Molti pensano che, se al referendum vincesse il sì, la giustizia italiana funzionerebbe meglio. Ma non è così. La riforma non incide sulla durata dei processi né sulla loro efficienza. Interviene invece sull’organizzazione della magistratura, introducendo la separazione tra magistrati giudicanti e pubblici ministeri, che oggi fanno parte della stessa carriera. Inoltre prevede la nascita di due Consigli Superiori distinti, uno per i giudici e uno per i pubblici ministeri.
La selezione dei componenti del CSM, che avverrebbe tramite sorteggio tra i circa 9 mila magistrati che ci sono in Italia. Un sistema indiscriminato che potrebbe portare alla scelta anche di magistrati non all’altezza o coinvolti in vicende controverse. In passato, ad esempio, sono emersi casi di magistrati condannati o indagati per gravi comportamenti illeciti. La componente laica dei CSM invece sarebbe sorteggiata all’interno di una rosa di nomi individuata dal potere politico.
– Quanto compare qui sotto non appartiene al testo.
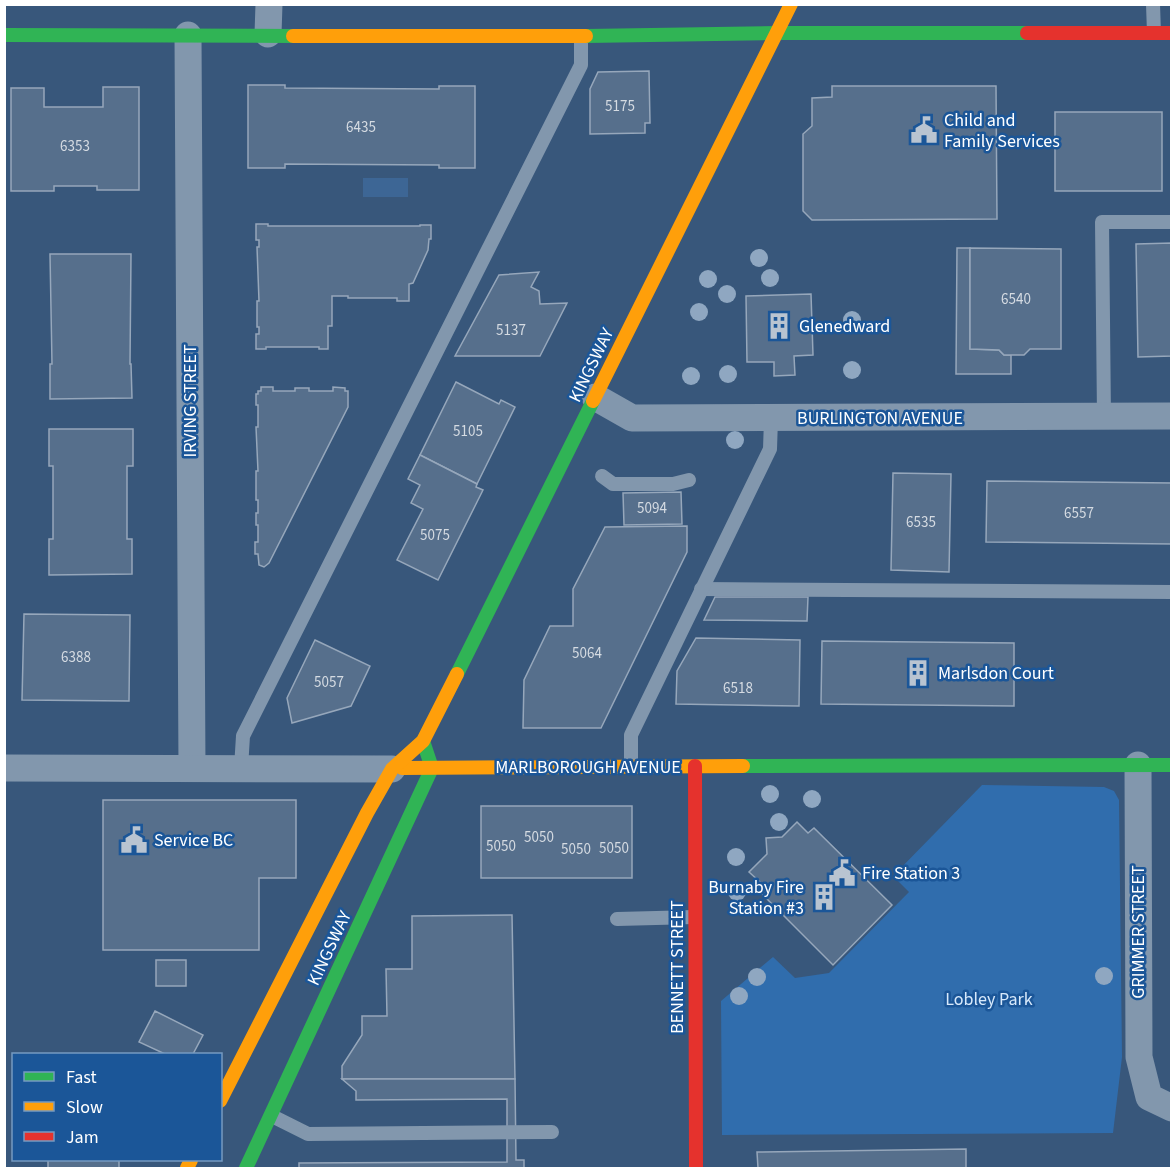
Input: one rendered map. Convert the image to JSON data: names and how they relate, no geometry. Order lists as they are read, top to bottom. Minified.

Questo significa che la politica sceglierebbe prima i candidati tra cui effettuare il sorteggio, mentre per i magistrati non esisterebbe alcun filtro.
Un ulteriore aspetto riguarda altri interventi successivi annunciati, come la possibile separazione della polizia giudiziaria dal pubblico ministero. In questo scenario la polizia giudiziaria svolgerebbe le indagini autonomamente per poi trasmetterle al Pubblico ministero, pur dipendendo dal potere politico. Ciò potrebbe influenzare le priorità investigative.
Un’altra ipotesi riguarda la possibilità che sia il governo a indicare ogni anno quali reati debbano essere perseguiti con priorità. Anche mantenendo formalmente l’obbligatorietà dell’azione penale, questo sistema potrebbe creare una gerarchia dei reati, con il rischio che alcuni vengano di fatto messi in secondo piano, come la corruzione e concussione.
Infine è fuorviante far credere che questa riforma possa ridurre gli errori giudiziari o impedire condanne ingiuste. Gli errori giudiziari sono già previsti e disciplinati da norme esistenti, come la legge del 1988 sulla responsabilità civile dei magistrati.